*Exercise prompt:* Every entry must appear in the answer exactly as written.

*Data records:*
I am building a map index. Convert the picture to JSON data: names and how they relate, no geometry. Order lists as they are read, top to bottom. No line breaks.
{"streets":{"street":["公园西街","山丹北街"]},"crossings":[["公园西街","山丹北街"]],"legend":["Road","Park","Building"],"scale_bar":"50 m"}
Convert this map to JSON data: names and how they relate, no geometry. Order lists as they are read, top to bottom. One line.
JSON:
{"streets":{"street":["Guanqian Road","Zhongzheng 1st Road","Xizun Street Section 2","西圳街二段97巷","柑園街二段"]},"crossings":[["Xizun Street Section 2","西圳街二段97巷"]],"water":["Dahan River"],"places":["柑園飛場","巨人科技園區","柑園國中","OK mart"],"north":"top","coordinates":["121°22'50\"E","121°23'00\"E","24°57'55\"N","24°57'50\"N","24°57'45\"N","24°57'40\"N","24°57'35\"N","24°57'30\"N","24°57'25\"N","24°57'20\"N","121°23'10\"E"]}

*Task solution:*
I am building a map index. Convert the picture to JSON data: names and how they relate, no geometry. Order lists as they are read, top to bottom. No line breaks.
{"streets":{"street":["公园西街","山丹北街"]},"crossings":[["公园西街","山丹北街"]],"legend":["Road","Park","Building"],"scale_bar":"50 m"}
Convert this map to JSON data: names and how they relate, no geometry. Order lists as they are read, top to bottom. One line.
JSON:
{"streets":{"street":["Guanqian Road","Zhongzheng 1st Road","Xizun Street Section 2","西圳街二段97巷","柑園街二段"]},"crossings":[["Xizun Street Section 2","西圳街二段97巷"]],"water":["Dahan River"],"places":["柑園飛場","巨人科技園區","柑園國中","OK mart"],"north":"top","coordinates":["121°22'50\"E","121°23'00\"E","24°57'55\"N","24°57'50\"N","24°57'45\"N","24°57'40\"N","24°57'35\"N","24°57'30\"N","24°57'25\"N","24°57'20\"N","121°23'10\"E"]}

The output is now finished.